Extracted information
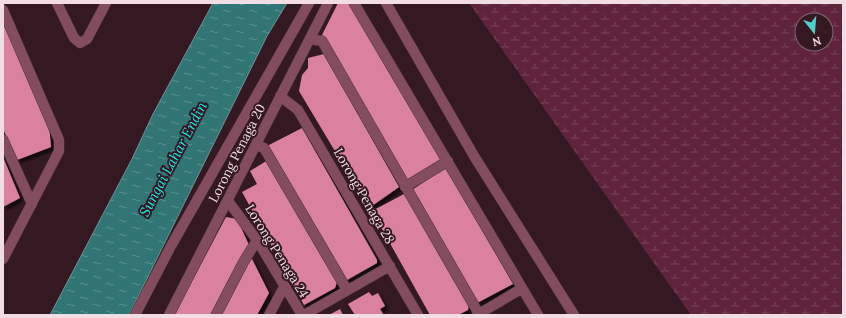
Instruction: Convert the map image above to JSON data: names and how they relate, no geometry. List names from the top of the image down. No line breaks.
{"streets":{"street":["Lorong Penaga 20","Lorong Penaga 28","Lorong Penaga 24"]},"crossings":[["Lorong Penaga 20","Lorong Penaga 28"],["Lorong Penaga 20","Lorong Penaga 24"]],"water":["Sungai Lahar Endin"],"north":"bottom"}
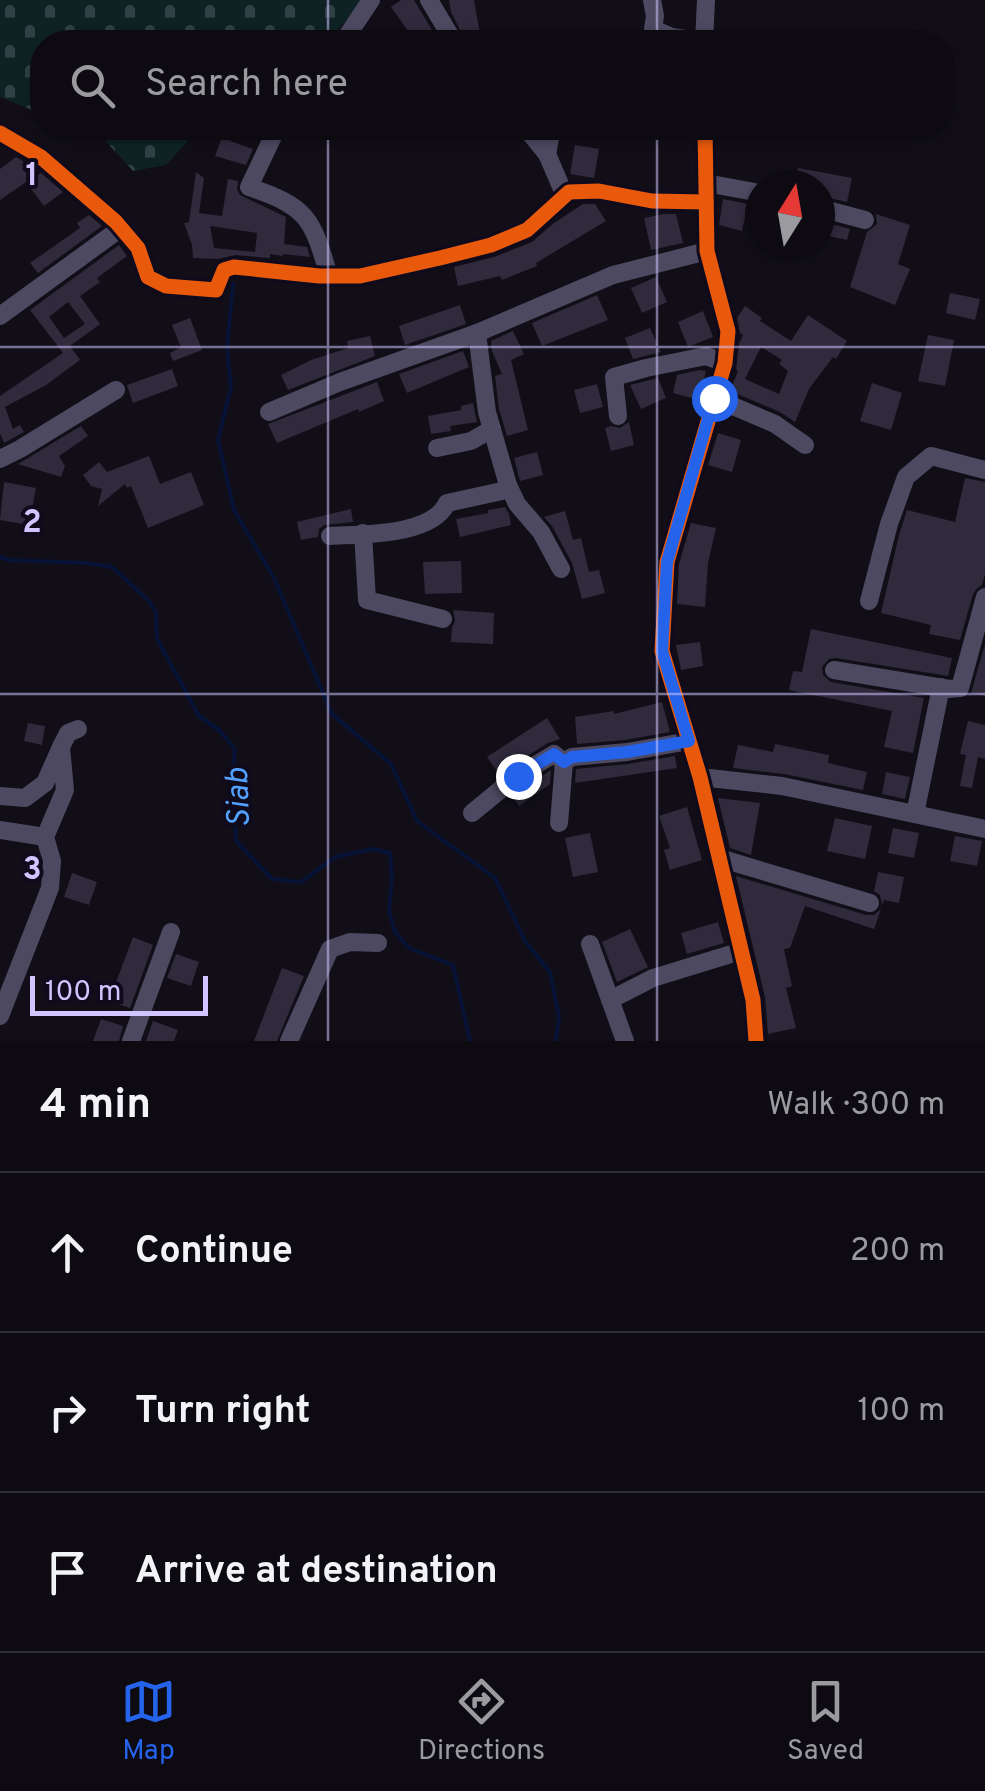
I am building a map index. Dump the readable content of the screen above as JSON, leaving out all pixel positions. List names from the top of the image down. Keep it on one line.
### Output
==
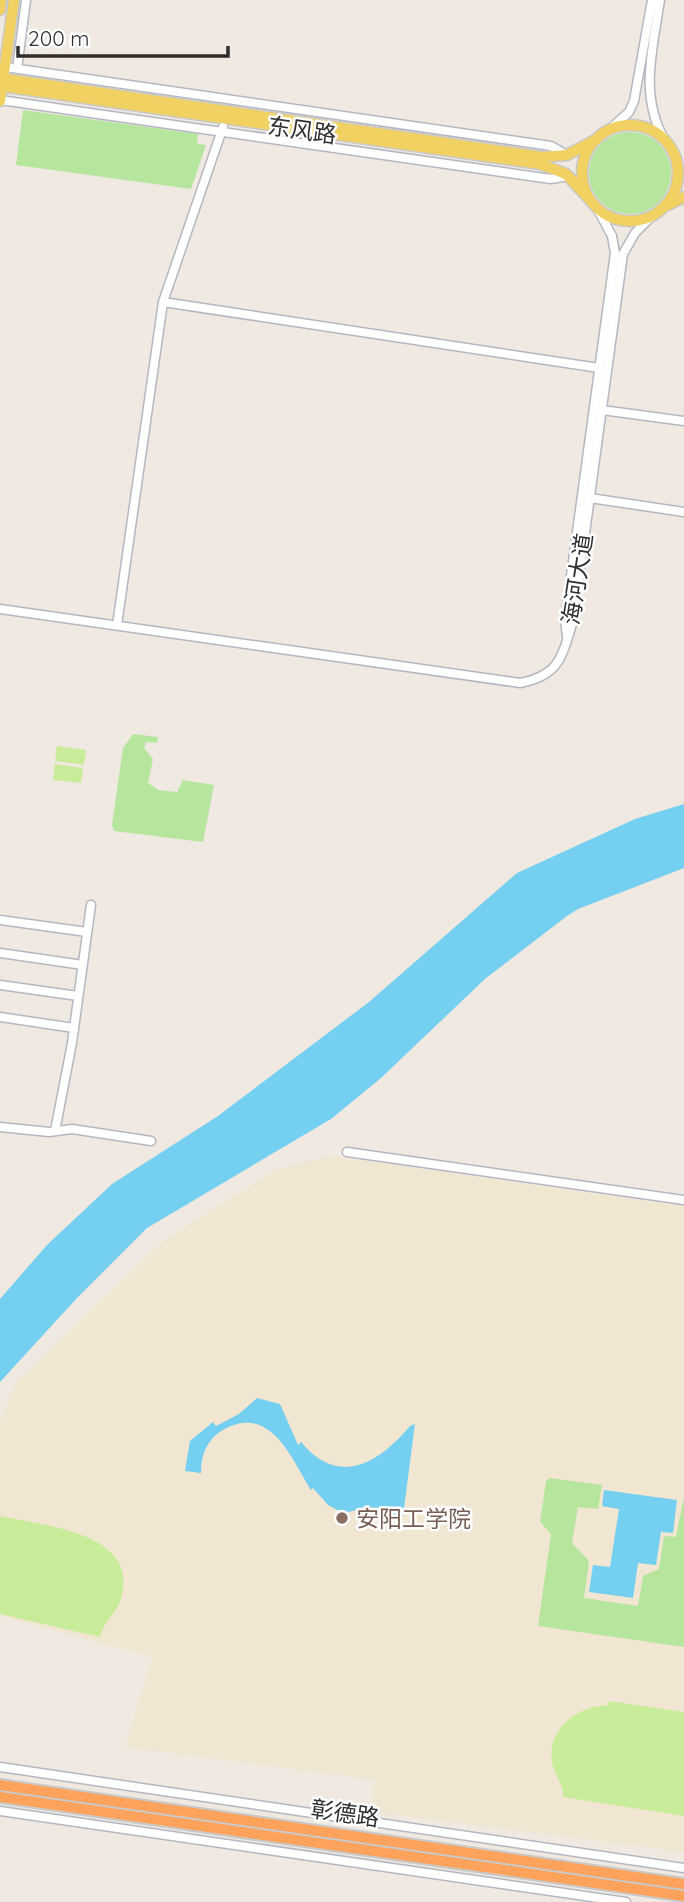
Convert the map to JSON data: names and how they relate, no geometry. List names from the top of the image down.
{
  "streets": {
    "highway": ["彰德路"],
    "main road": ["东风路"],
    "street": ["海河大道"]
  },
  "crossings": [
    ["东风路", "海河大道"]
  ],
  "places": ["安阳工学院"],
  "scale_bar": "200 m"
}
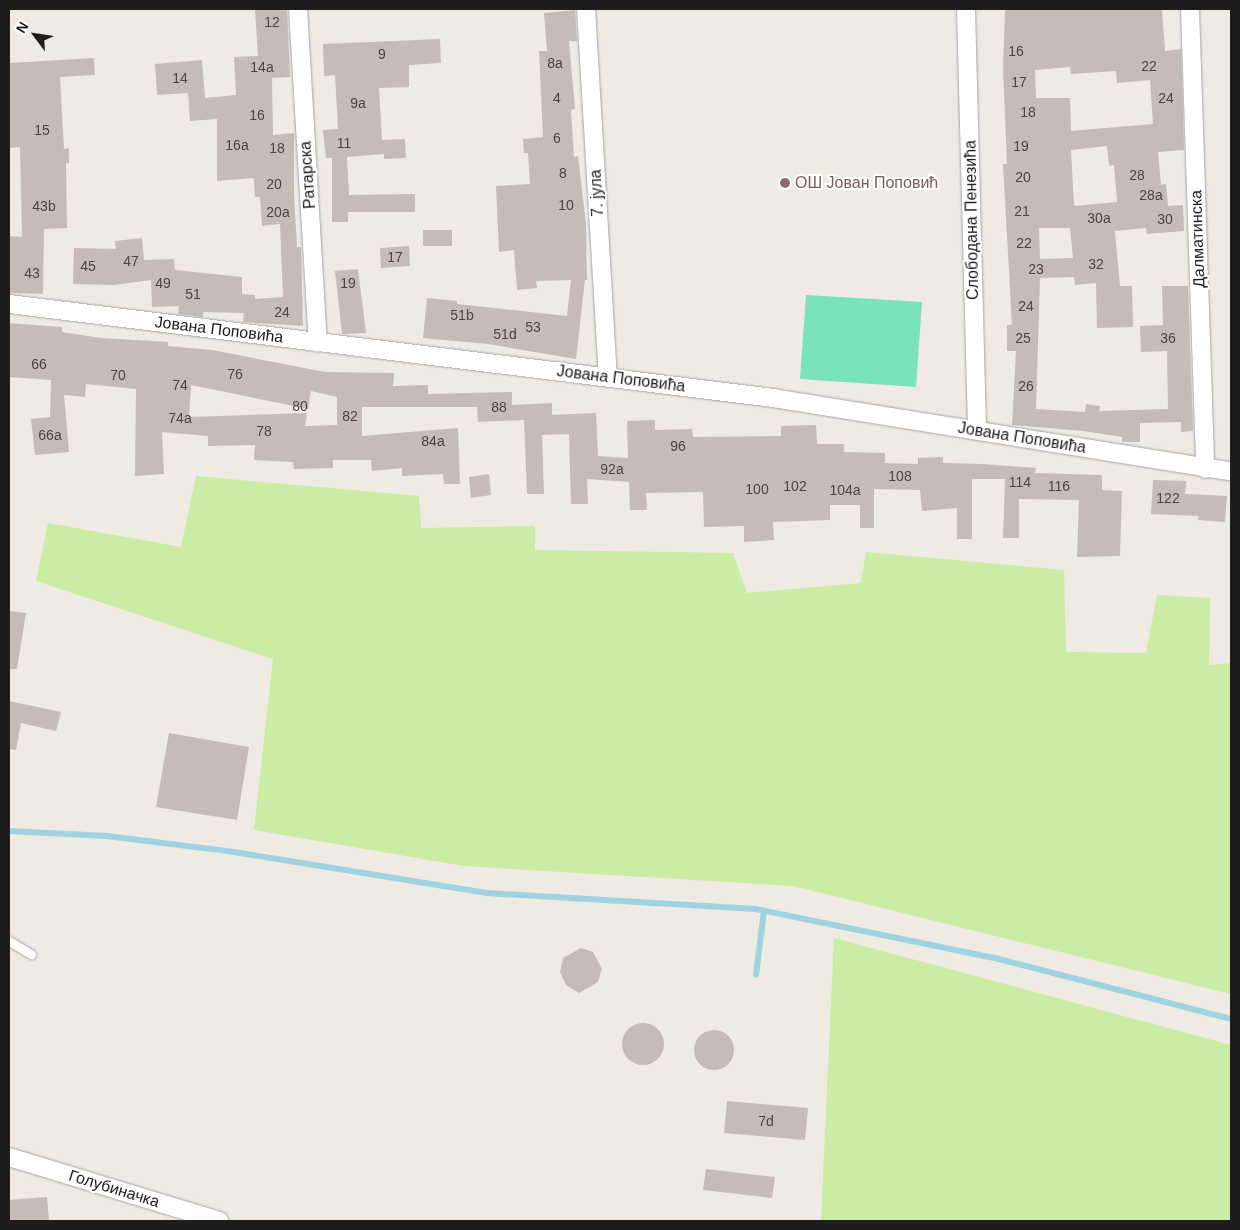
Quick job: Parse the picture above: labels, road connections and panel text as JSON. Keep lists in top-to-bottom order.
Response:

To do
Filter the data for the string "Keep" and copy every line that has it.

Exercise result
I am building a map index. Dump the readable content of the screen above as JSON, leaving out all pixel positions. List names from the top of the image down. Keep it on one line.
Quick job: Parse the picture above: labels, road connections and panel text as JSON. Keep lists in top-to-bottom order.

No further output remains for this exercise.